■ **EXERCISE**:
Each line of the entries that mentions the string "canvas" needs to be reported.
◇ ◇ ◇ ◇ ◇
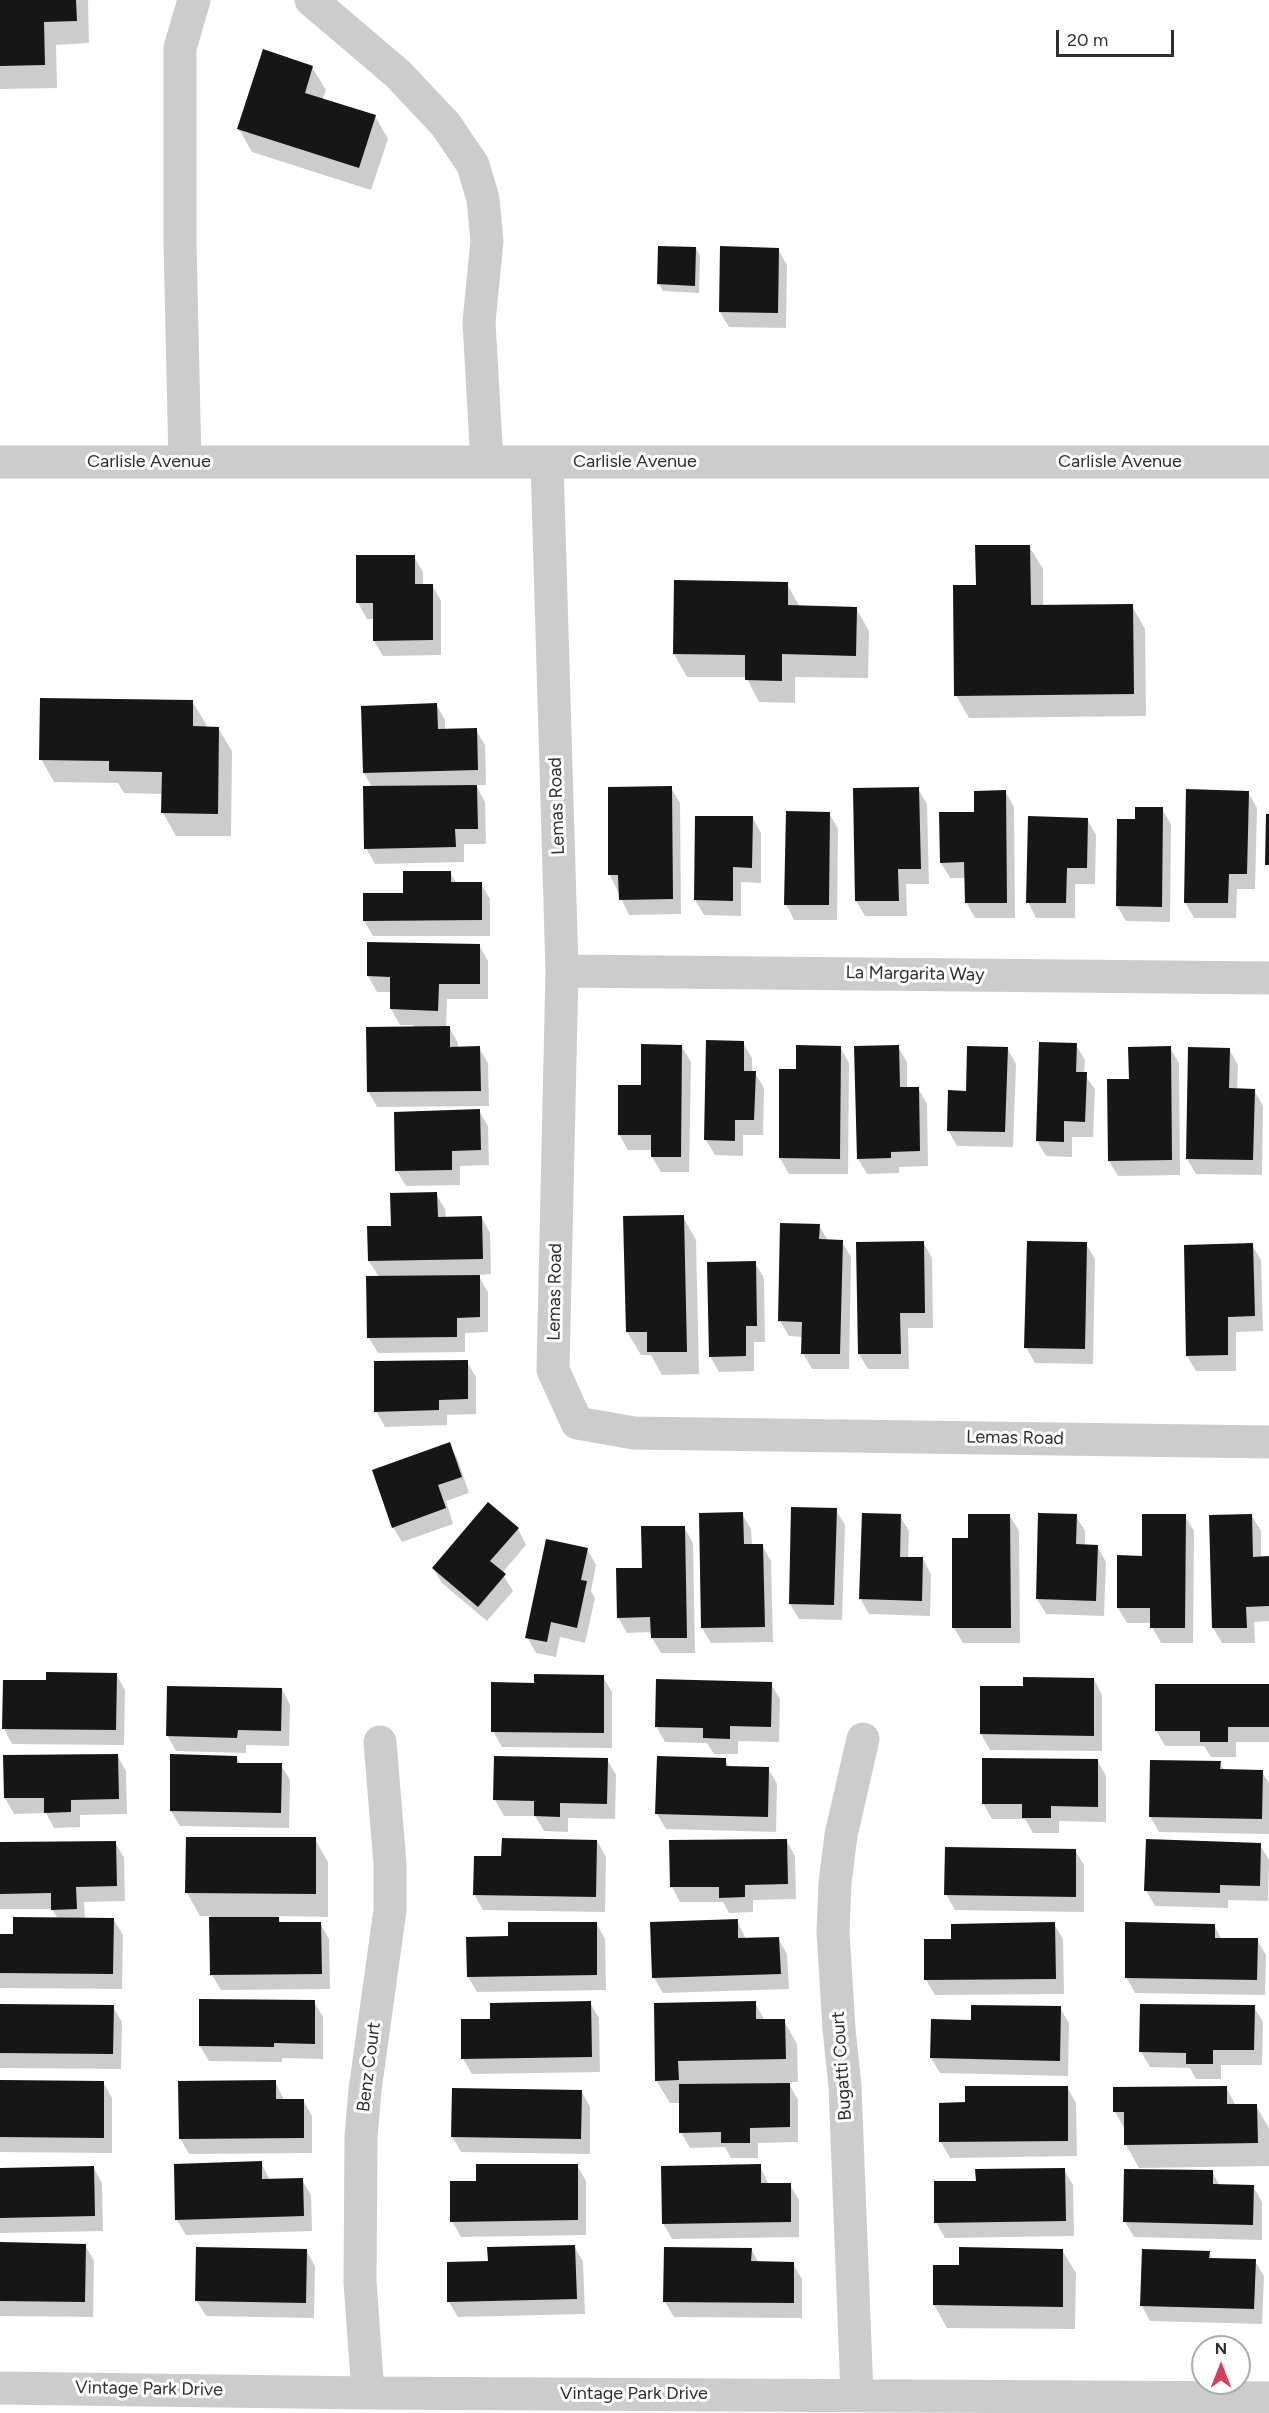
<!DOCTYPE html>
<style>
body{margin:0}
#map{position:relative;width:1269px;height:2413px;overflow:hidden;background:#fff;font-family:Figtree,sans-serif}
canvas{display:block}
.north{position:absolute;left:1191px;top:2335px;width:60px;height:60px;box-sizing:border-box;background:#fff;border:2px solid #acacac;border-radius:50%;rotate:0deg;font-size:16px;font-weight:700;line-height:24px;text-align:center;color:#2f2f2f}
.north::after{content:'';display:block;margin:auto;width:21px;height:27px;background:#d93e59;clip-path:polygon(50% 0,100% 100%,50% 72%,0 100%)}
.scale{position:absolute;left:1056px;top:30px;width:118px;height:27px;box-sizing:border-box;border:3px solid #2f2f2f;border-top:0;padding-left:8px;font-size:18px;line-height:21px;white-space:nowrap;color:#2f2f2f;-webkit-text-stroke:4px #fff;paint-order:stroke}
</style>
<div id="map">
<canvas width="1269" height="2413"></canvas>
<div class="north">N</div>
<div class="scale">20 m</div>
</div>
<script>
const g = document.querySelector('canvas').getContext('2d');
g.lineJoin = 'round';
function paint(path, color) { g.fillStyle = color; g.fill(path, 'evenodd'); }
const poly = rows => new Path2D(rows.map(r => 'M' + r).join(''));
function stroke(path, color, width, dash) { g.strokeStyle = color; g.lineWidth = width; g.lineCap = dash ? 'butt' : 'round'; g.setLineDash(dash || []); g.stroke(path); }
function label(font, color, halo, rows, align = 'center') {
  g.font = font + ' Figtree,sans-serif'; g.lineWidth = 6; g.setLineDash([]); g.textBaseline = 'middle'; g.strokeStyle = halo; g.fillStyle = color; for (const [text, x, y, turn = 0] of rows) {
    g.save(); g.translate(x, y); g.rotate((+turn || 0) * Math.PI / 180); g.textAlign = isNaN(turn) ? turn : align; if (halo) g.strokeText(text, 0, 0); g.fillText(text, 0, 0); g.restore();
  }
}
paint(poly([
 [0,0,88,0,89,43,56,45,57,88,0,89],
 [312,67,326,90,322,100,375,116,388,139,371,190,252,152,239,129],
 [696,248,700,256,699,293,663,291,659,284],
 [778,249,787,265,786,328,729,327,720,312],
 [1029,546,1043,569,1043,606,1132,606,1145,629,1146,716,969,718,956,695,977,586],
 [357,557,414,557,423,572,423,585,432,585,441,601,441,655,383,656,374,641,374,619,367,619,358,603],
 [787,584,800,607,856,608,869,631,868,678,795,677,795,703,759,702,746,677,687,677,674,654],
 [192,701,206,724,206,728,218,728,232,751,231,836,176,836,163,813,163,794,124,793,118,783,54,782,41,759],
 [436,704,445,720,445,731,476,730,485,745,486,785,476,785,485,802,486,844,464,844,464,862,375,864,366,848,372,787,364,773,362,707],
 [671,788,680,803,681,914,629,915,610,875],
 [918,789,927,804,929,884,906,884,907,916,865,916,856,901],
 [1005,791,1014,807,1015,918,975,918,966,902,966,878,950,878,941,863],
 [1248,792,1257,808,1255,889,1237,889,1236,918,1194,918,1185,902],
 [1162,809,1171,824,1170,922,1126,921,1117,906,1136,820],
 [829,813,838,829,837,920,794,920,786,904],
 [753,818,761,833,761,883,741,882,741,916,704,915,695,900],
 [1087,819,1096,835,1095,884,1075,884,1075,918,1036,918,1028,902],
 [450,873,457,884,481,884,490,899,490,936,373,936,364,921,404,895],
 [369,943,479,945,488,961,488,999,447,999,446,1027,449,1027,458,1043,458,1048,479,1048,488,1063,489,1106,377,1107,368,1091,414,1025,400,1025,391,1009,391,992,377,992,368,976],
 [743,1043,752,1058,752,1073,755,1073,764,1088,763,1135,743,1135,743,1156,715,1155,706,1140],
 [1076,1045,1085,1060,1084,1074,1095,1089,1093,1137,1072,1137,1072,1157,1046,1156,1037,1141],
 [682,1047,691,1062,689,1172,661,1172,652,1157,652,1150,628,1150,619,1134,643,1086],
 [840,1047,849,1063,848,1174,789,1174,780,1158,797,1070],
 [898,1047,907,1062,907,1088,918,1088,927,1104,928,1166,899,1167,899,1173,867,1174,858,1159],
 [1007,1048,1016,1064,1013,1147,957,1146,948,1130,968,1092],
 [1170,1048,1179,1063,1180,1175,1118,1176,1109,1161,1130,1080],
 [1229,1049,1238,1065,1237,1090,1254,1090,1263,1106,1262,1175,1196,1174,1187,1159],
 [479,1111,488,1126,489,1165,460,1166,460,1185,406,1186,397,1171],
 [436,1194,445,1209,446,1218,482,1218,490,1233,491,1274,478,1275,488,1292,488,1332,465,1333,465,1352,378,1353,369,1338,379,1277,369,1261,392,1228],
 [683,1217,696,1240,699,1374,662,1375,651,1355,641,1355,627,1332],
 [819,1225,828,1241,842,1242,851,1257,849,1369,812,1369,803,1353,803,1337,789,1336,780,1321],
 [923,1242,932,1258,933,1328,908,1328,909,1369,868,1369,859,1354],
 [1086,1244,1095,1259,1093,1364,1035,1363,1026,1347],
 [1252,1245,1261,1260,1263,1331,1236,1332,1236,1371,1196,1371,1187,1356],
 [755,1263,764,1278,765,1342,754,1342,754,1371,719,1372,710,1356],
 [467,1362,476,1377,476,1414,447,1415,447,1425,385,1427,376,1411],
 [449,1444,458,1460,469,1493,446,1501,453,1524,402,1542,393,1527],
 [836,1510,845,1525,842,1620,799,1619,790,1604],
 [742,1514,751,1529,752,1545,762,1545,771,1561,773,1642,711,1643,702,1628],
 [900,1516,909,1531,908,1558,923,1559,931,1574,930,1616,869,1614,860,1598],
 [1010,1516,1019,1531,1020,1643,963,1643,954,1628],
 [1076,1516,1085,1531,1085,1546,1097,1546,1106,1562,1104,1616,1046,1614,1037,1599],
 [1185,1516,1194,1531,1193,1643,1161,1643,1152,1627,1152,1623,1127,1623,1118,1608,1143,1557],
 [1252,1516,1261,1531,1261,1558,1269,1558,1269,1621,1254,1622,1255,1643,1222,1643,1213,1628],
 [684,1527,693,1543,695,1653,661,1653,652,1638,652,1632,627,1633,618,1617,644,1569],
 [518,1529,526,1545,502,1573,513,1591,487,1621,442,1583,433,1568],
 [587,1549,596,1565,591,1591,595,1598,585,1643,560,1637,556,1657,536,1653,527,1637],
 [116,1674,125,1690,124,1745,12,1744,4,1729,48,1682],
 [603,1677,612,1692,612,1748,502,1747,493,1731,535,1685],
 [1094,1679,1102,1695,1102,1751,990,1750,981,1734,982,1687,1024,1688],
 [771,1684,780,1699,779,1742,738,1741,738,1754,714,1754,707,1743,665,1742,656,1726],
 [1269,1688,1269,1742,1236,1742,1236,1757,1211,1757,1204,1746,1165,1746,1156,1730],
 [282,1689,290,1705,289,1746,246,1745,246,1753,176,1751,167,1735],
 [117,1755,126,1771,127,1814,80,1815,80,1827,54,1828,46,1813,14,1814,5,1798,5,1756],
 [236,1757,241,1764,281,1765,290,1780,289,1828,180,1826,171,1811],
 [607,1759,616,1775,615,1819,568,1818,568,1832,544,1831,535,1816,504,1816,495,1800],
 [725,1759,730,1768,768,1768,777,1784,776,1832,666,1829,657,1814],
 [1097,1760,1106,1776,1106,1822,1059,1821,1059,1833,1033,1833,1025,1819,992,1819,983,1803],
 [1220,1763,1225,1771,1262,1772,1269,1783,1269,1834,1159,1832,1150,1816],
 [315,1839,328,1862,328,1917,277,1916,281,1923,320,1923,329,1939,330,1989,221,1990,212,1975,211,1916,200,1916,187,1893],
 [786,1840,795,1856,796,1899,753,1900,753,1912,729,1913,723,1902,680,1902,672,1887],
 [597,1841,606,1857,605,1912,483,1910,474,1894],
 [115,1842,124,1858,125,1901,84,1902,85,1919,114,1920,123,1935,122,1989,0,1988,0,1935,14,1935,58,1919,52,1909,0,1909,0,1844],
 [1260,1845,1269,1860,1268,1901,1228,1900,1228,1908,1155,1906,1146,1890],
 [1075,1850,1084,1865,1084,1912,955,1910,946,1894],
 [737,1921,746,1939,778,1938,787,1954,789,1989,663,1993,654,1978],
 [596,1923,605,1939,606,1990,477,1992,468,1977],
 [1054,1924,1063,1939,1064,1994,935,1995,926,1980],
 [1214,1925,1222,1940,1257,1940,1266,1955,1265,1995,1135,1993,1126,1977],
 [314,2002,323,2017,323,2059,282,2058,282,2062,209,2061,200,2046],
 [590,2003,599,2018,600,2072,472,2074,463,2059,462,2020,491,2020],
 [755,2003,765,2021,784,2021,797,2044,798,2082,788,2082,798,2100,798,2142,758,2143,758,2158,731,2158,725,2147,690,2148,681,2132,681,2103,670,2103,656,2080,655,2004],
 [0,2005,113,2007,122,2022,121,2069,0,2068],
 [1254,2007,1263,2022,1262,2065,1221,2065,1221,2079,1196,2079,1190,2068,1150,2067,1141,2052],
 [1060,2008,1069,2023,1068,2076,940,2073,931,2058],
 [275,2081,284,2100,303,2100,312,2116,312,2153,189,2154,180,2138],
 [103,2082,112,2098,112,2153,0,2152,0,2099],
 [1067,2087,1076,2103,1077,2156,950,2158,941,2142,940,2104,967,2104],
 [1226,2087,1236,2106,1256,2106,1269,2128,1269,2166,1139,2168,1126,2145,1126,2131,1115,2112],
 [582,2092,590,2107,590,2154,461,2152,452,2136],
 [261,2162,270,2181,302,2180,311,2195,312,2231,186,2235,177,2220],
 [577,2165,586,2181,586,2235,461,2237,452,2221,478,2182],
 [760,2166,769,2185,790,2185,799,2200,799,2237,672,2239,663,2223],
 [93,2167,102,2183,103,2231,0,2233,0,2169],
 [1064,2170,1073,2185,1074,2236,945,2238,936,2222,977,2182],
 [1212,2172,1220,2186,1253,2186,1262,2202,1262,2240,1134,2237,1125,2222],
 [0,2244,85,2245,94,2261,93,2317,0,2316],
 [574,2246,583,2262,585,2314,458,2317,449,2302,489,2263],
 [751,2249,759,2263,793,2264,802,2279,802,2318,674,2317,665,2302],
 [306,2250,315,2266,314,2318,206,2316,197,2301],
 [1062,2250,1076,2273,1075,2329,947,2328,934,2305,961,2267],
 [1209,2253,1213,2259,1255,2261,1264,2276,1262,2324,1150,2321,1142,2306]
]), '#0003');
paint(poly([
 [0,0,76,0,77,21,44,22,45,65,0,66],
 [263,49,313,66,305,93,376,115,359,168,237,129],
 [658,246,696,247,695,286,657,284],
 [720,246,779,248,778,313,719,312],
 [975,545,1030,545,1031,605,1133,604,1134,694,954,696,953,585,976,585],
 [356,555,415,555,415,584,433,584,433,640,373,641,373,603,356,603],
 [674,580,788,582,788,605,857,607,856,656,782,654,782,681,745,680,745,655,673,654],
 [40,698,193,700,193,726,219,727,218,814,161,813,162,772,109,771,109,761,39,760],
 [437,703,438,729,477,728,478,770,363,773,361,706],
 [477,785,478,829,455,829,456,847,364,849,363,786],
 [672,786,673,899,619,900,618,875,608,875,608,787],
 [919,787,921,869,898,869,899,901,855,901,853,788],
 [1186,789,1249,791,1247,874,1229,874,1228,903,1184,903],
 [1006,790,1007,903,965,903,964,862,940,863,939,812,974,812,974,791],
 [1135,807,1163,807,1162,907,1116,906,1117,819,1135,819],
 [786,811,830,812,829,905,784,905],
 [1266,814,1269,814,1269,865,1265,865],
 [695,816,753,816,752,868,733,867,733,901,694,900],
 [1028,816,1088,818,1087,868,1067,868,1066,903,1026,903],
 [403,871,451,871,451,882,482,882,482,920,363,921,363,893,403,893],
 [367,942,480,944,480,984,439,984,438,1011,390,1009,390,977,367,976],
 [450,1026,450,1047,480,1046,481,1091,367,1092,366,1027],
 [706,1040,744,1041,744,1071,756,1071,754,1120,735,1120,735,1141,704,1140],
 [1039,1042,1077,1043,1076,1072,1087,1072,1085,1122,1064,1121,1064,1142,1036,1141],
 [641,1044,682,1045,681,1157,651,1157,651,1135,618,1135,618,1085,641,1085],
 [796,1045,841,1046,840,1159,779,1158,779,1069,796,1069],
 [899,1045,900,1087,919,1087,920,1151,891,1152,891,1158,857,1159,854,1046],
 [967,1046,1008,1047,1005,1132,947,1131,948,1090,966,1091],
 [1171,1046,1172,1160,1108,1161,1107,1079,1129,1079,1128,1047],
 [1188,1047,1230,1048,1229,1088,1255,1089,1253,1160,1186,1159],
 [480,1109,481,1150,452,1151,452,1170,395,1171,394,1112],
 [437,1192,438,1217,482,1216,483,1259,368,1261,367,1226,391,1226,390,1193],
 [684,1215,687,1352,647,1352,647,1332,626,1332,623,1216],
 [780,1223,820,1224,819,1239,843,1240,840,1354,801,1354,802,1322,778,1321],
 [924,1241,925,1313,900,1313,901,1354,858,1354,856,1242],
 [1027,1241,1087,1242,1085,1349,1024,1348],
 [1253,1243,1255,1316,1228,1317,1228,1355,1186,1356,1184,1245],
 [756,1261,757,1326,746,1326,746,1356,709,1357,707,1262],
 [480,1275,480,1317,457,1318,457,1337,367,1338,366,1276],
 [468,1360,468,1399,439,1400,439,1410,374,1412,374,1361],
 [450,1442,462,1477,438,1485,446,1508,392,1528,372,1470],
 [488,1502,519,1528,490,1561,506,1574,478,1607,432,1568],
 [791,1507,837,1508,834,1605,789,1604],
 [743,1512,744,1544,763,1544,765,1627,701,1628,699,1513],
 [862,1513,901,1514,900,1557,923,1557,922,1601,859,1599],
 [1038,1513,1077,1514,1076,1544,1098,1545,1096,1601,1036,1599],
 [968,1514,1010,1514,1011,1628,952,1628,952,1538,968,1538],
 [1142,1514,1186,1514,1185,1628,1150,1628,1150,1608,1117,1608,1117,1555,1142,1556],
 [1252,1514,1253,1557,1269,1556,1269,1606,1246,1607,1247,1628,1212,1628,1209,1515],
 [641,1526,685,1526,687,1638,651,1638,650,1617,617,1618,616,1568,642,1568],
 [546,1539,588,1548,581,1580,587,1581,577,1628,551,1622,547,1642,525,1638],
 [46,1672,117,1673,116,1730,2,1729,3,1680,46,1680],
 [534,1674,604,1675,604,1733,491,1732,491,1682,534,1683],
 [1023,1677,1094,1678,1094,1736,980,1734,980,1686,1023,1686],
 [656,1679,772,1682,771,1727,730,1726,730,1739,703,1738,703,1728,655,1727],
 [1155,1684,1269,1684,1269,1727,1228,1727,1228,1742,1200,1742,1200,1731,1155,1731],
 [167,1686,282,1688,281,1731,238,1730,237,1738,166,1736],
 [118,1754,119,1799,71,1800,71,1812,44,1813,44,1798,4,1798,3,1755],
 [170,1754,237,1756,237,1763,282,1763,281,1813,170,1811],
 [494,1756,608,1758,607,1804,560,1803,560,1817,534,1816,534,1801,493,1800],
 [657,1756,726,1758,726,1766,769,1767,768,1817,655,1814],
 [982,1758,1098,1759,1098,1807,1051,1806,1051,1818,1022,1818,1022,1804,982,1804],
 [1150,1760,1221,1761,1220,1769,1263,1770,1262,1819,1149,1817],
 [186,1837,316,1837,316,1894,185,1893],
 [502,1838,597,1840,596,1897,473,1895,474,1856,501,1856],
 [787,1839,788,1884,745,1885,745,1897,719,1898,719,1887,670,1887,669,1840],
 [1146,1839,1261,1843,1260,1886,1220,1885,1220,1893,1144,1891],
 [116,1841,117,1886,76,1887,77,1909,51,1910,51,1893,0,1894,0,1842],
 [945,1847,1076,1849,1076,1897,944,1895],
 [13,1917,114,1918,113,1974,0,1973,0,1934,13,1934],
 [209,1917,279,1917,279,1922,321,1922,322,1974,210,1975],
 [738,1919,738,1938,779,1937,781,1974,652,1978,650,1922],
 [508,1922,597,1922,597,1975,467,1977,466,1937,508,1936],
 [1055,1922,1056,1979,924,1980,924,1939,951,1939,951,1924],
 [1125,1922,1215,1924,1215,1938,1258,1938,1257,1980,1125,1978],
 [199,1999,315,2000,315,2044,274,2043,274,2047,199,2046],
 [591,2001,592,2057,461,2059,461,2019,490,2019,490,2003],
 [756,2001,756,2019,785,2019,786,2059,678,2061,679,2080,655,2081,654,2003],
 [0,2004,114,2005,113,2054,0,2053],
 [1140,2004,1255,2005,1254,2050,1213,2050,1213,2064,1186,2064,1186,2053,1139,2052],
 [971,2005,1061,2006,1060,2061,930,2058,931,2019,971,2020],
 [0,2080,104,2081,104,2138,0,2137],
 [276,2080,276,2099,304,2099,304,2138,179,2139,178,2081],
 [790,2083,790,2127,750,2128,750,2143,721,2143,721,2132,679,2133,679,2084],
 [965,2086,1068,2086,1068,2141,939,2142,939,2103,965,2102],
 [1227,2086,1227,2104,1257,2104,1258,2143,1124,2145,1124,2112,1113,2112,1113,2087],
 [452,2088,582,2090,581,2139,451,2137],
 [262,2161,262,2179,303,2178,304,2216,175,2220,174,2164],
 [476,2164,578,2164,578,2220,450,2222,450,2181,476,2181],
 [761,2164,761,2183,791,2183,791,2222,662,2224,661,2166],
 [94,2166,95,2216,0,2218,0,2168],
 [1065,2168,1066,2221,934,2223,934,2181,976,2181,975,2169],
 [1124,2169,1213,2170,1213,2184,1254,2185,1253,2225,1123,2222],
 [0,2242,86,2244,85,2302,0,2301],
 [575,2245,577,2299,447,2302,447,2262,488,2261,487,2247],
 [196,2247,307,2249,306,2303,195,2301],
 [664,2247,752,2248,751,2261,794,2262,794,2303,663,2302],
 [959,2247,1063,2249,1063,2307,933,2305,933,2265,959,2265],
 [1142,2249,1210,2251,1209,2258,1256,2259,1254,2309,1140,2306]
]), '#161616');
stroke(poly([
 [311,0,398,74,446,125,473,165,483,199,487,241,479,322,487,462],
 [0,462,1269,462],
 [185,462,180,243,180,48,194,0],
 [547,462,562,971,553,1370,577,1423,634,1433,1269,1442],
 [562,971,1269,978],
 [0,2388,368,2393,1269,2398],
 [368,2393,360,2282,361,2137,365,2090,390,1910,390,1864,380,1742],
 [857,2395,845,2086,839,2029,833,1932,835,1883,841,1835,863,1739]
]), '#ccc', 33);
label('18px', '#2f2f2f', '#fff', [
 ["Carlisle Avenue",149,462],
 ["Carlisle Avenue",635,462],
 ["Carlisle Avenue",1120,462],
 ["Lemas Road",557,806,-92],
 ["La Margarita Way",915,974,1],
 ["Lemas Road",555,1292,-89],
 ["Lemas Road",1015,1438,1],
 ["Bugatti Court",842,2066,-94],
 ["Benz Court",369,2067,-83],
 ["Vintage Park Drive",149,2389,1],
 ["Vintage Park Drive",634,2394]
]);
</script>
◇ ◇ ◇ ◇ ◇
■ **RESULT FOR THIS TASK**:
canvas{display:block}
<canvas width="1269" height="2413"></canvas>
const g = document.querySelector('canvas').getContext('2d');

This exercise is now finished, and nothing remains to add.